What is required:
The lines wanted run from the first one below through the one with "Instruction: Serialize what". Return them exactly.

---*---

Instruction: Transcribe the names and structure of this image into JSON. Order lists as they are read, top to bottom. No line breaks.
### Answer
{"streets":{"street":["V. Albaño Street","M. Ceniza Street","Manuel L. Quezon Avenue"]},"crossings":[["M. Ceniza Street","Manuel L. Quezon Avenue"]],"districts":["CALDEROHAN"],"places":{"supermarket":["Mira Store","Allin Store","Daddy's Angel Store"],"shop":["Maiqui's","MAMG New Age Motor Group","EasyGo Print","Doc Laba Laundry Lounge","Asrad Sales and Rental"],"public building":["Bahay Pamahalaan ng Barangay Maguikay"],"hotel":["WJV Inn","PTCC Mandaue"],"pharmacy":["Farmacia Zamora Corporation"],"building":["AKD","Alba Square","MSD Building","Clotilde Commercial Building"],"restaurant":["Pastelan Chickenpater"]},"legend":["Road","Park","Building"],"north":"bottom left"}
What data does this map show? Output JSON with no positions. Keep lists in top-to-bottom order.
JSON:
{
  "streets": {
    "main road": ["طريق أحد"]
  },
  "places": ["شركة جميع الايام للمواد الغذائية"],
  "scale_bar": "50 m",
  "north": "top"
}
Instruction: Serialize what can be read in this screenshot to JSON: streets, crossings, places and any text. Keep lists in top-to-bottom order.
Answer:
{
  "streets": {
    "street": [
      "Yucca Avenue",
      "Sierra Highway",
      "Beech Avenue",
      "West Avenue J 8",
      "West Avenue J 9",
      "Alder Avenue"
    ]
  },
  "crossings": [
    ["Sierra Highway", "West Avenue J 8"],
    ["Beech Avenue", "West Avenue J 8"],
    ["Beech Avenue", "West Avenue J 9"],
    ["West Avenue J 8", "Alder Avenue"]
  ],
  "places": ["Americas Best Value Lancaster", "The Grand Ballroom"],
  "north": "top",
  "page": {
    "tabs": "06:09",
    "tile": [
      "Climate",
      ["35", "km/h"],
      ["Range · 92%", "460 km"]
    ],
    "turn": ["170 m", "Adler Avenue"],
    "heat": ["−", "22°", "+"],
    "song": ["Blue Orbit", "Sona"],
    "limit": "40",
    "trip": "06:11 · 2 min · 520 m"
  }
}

---*---

Answer to the problem:
Instruction: Transcribe the names and structure of this image into JSON. Order lists as they are read, top to bottom. No line breaks.
### Answer
{"streets":{"street":["V. Albaño Street","M. Ceniza Street","Manuel L. Quezon Avenue"]},"crossings":[["M. Ceniza Street","Manuel L. Quezon Avenue"]],"districts":["CALDEROHAN"],"places":{"supermarket":["Mira Store","Allin Store","Daddy's Angel Store"],"shop":["Maiqui's","MAMG New Age Motor Group","EasyGo Print","Doc Laba Laundry Lounge","Asrad Sales and Rental"],"public building":["Bahay Pamahalaan ng Barangay Maguikay"],"hotel":["WJV Inn","PTCC Mandaue"],"pharmacy":["Farmacia Zamora Corporation"],"building":["AKD","Alba Square","MSD Building","Clotilde Commercial Building"],"restaurant":["Pastelan Chickenpater"]},"legend":["Road","Park","Building"],"north":"bottom left"}
What data does this map show? Output JSON with no positions. Keep lists in top-to-bottom order.
JSON:
{
  "streets": {
    "main road": ["طريق أحد"]
  },
  "places": ["شركة جميع الايام للمواد الغذائية"],
  "scale_bar": "50 m",
  "north": "top"
}
Instruction: Serialize what can be read in this screenshot to JSON: streets, crossings, places and any text. Keep lists in top-to-bottom order.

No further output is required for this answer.